ASSIGNMENT:
Set the data down again, exactly as it appears below.

(Stored data)
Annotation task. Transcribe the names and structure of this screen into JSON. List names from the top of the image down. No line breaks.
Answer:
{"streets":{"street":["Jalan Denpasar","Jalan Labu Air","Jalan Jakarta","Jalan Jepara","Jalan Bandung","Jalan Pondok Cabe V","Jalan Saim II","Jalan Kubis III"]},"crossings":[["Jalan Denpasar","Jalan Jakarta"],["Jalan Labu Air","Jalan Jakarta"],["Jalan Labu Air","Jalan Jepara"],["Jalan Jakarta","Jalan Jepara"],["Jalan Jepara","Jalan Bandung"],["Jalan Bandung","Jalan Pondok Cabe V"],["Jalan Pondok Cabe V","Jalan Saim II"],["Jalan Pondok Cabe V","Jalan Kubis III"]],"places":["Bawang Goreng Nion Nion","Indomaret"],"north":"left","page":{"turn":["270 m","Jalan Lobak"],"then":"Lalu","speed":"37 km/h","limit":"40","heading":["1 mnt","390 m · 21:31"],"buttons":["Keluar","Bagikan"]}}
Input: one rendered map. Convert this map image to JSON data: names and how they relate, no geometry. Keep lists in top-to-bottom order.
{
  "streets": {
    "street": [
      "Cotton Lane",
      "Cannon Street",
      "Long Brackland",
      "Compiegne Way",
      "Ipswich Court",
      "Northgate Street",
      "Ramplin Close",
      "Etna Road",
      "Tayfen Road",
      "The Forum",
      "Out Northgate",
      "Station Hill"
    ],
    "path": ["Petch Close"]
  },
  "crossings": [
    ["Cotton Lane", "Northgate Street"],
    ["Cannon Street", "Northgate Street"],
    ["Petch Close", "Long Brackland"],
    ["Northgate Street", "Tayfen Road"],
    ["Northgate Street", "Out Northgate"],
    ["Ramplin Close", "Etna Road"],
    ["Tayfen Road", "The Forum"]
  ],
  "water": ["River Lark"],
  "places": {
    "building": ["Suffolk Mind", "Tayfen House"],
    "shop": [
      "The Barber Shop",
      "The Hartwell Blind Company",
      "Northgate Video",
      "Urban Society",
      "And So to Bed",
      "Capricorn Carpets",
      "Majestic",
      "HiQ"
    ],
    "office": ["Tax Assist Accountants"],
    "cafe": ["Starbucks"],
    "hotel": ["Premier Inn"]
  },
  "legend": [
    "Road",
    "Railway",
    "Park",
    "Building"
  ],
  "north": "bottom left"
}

EXERCISE SOLUTION:
Annotation task. Transcribe the names and structure of this screen into JSON. List names from the top of the image down. No line breaks.
Answer:
{"streets":{"street":["Jalan Denpasar","Jalan Labu Air","Jalan Jakarta","Jalan Jepara","Jalan Bandung","Jalan Pondok Cabe V","Jalan Saim II","Jalan Kubis III"]},"crossings":[["Jalan Denpasar","Jalan Jakarta"],["Jalan Labu Air","Jalan Jakarta"],["Jalan Labu Air","Jalan Jepara"],["Jalan Jakarta","Jalan Jepara"],["Jalan Jepara","Jalan Bandung"],["Jalan Bandung","Jalan Pondok Cabe V"],["Jalan Pondok Cabe V","Jalan Saim II"],["Jalan Pondok Cabe V","Jalan Kubis III"]],"places":["Bawang Goreng Nion Nion","Indomaret"],"north":"left","page":{"turn":["270 m","Jalan Lobak"],"then":"Lalu","speed":"37 km/h","limit":"40","heading":["1 mnt","390 m · 21:31"],"buttons":["Keluar","Bagikan"]}}
Input: one rendered map. Convert this map image to JSON data: names and how they relate, no geometry. Keep lists in top-to-bottom order.
{
  "streets": {
    "street": [
      "Cotton Lane",
      "Cannon Street",
      "Long Brackland",
      "Compiegne Way",
      "Ipswich Court",
      "Northgate Street",
      "Ramplin Close",
      "Etna Road",
      "Tayfen Road",
      "The Forum",
      "Out Northgate",
      "Station Hill"
    ],
    "path": ["Petch Close"]
  },
  "crossings": [
    ["Cotton Lane", "Northgate Street"],
    ["Cannon Street", "Northgate Street"],
    ["Petch Close", "Long Brackland"],
    ["Northgate Street", "Tayfen Road"],
    ["Northgate Street", "Out Northgate"],
    ["Ramplin Close", "Etna Road"],
    ["Tayfen Road", "The Forum"]
  ],
  "water": ["River Lark"],
  "places": {
    "building": ["Suffolk Mind", "Tayfen House"],
    "shop": [
      "The Barber Shop",
      "The Hartwell Blind Company",
      "Northgate Video",
      "Urban Society",
      "And So to Bed",
      "Capricorn Carpets",
      "Majestic",
      "HiQ"
    ],
    "office": ["Tax Assist Accountants"],
    "cafe": ["Starbucks"],
    "hotel": ["Premier Inn"]
  },
  "legend": [
    "Road",
    "Railway",
    "Park",
    "Building"
  ],
  "north": "bottom left"
}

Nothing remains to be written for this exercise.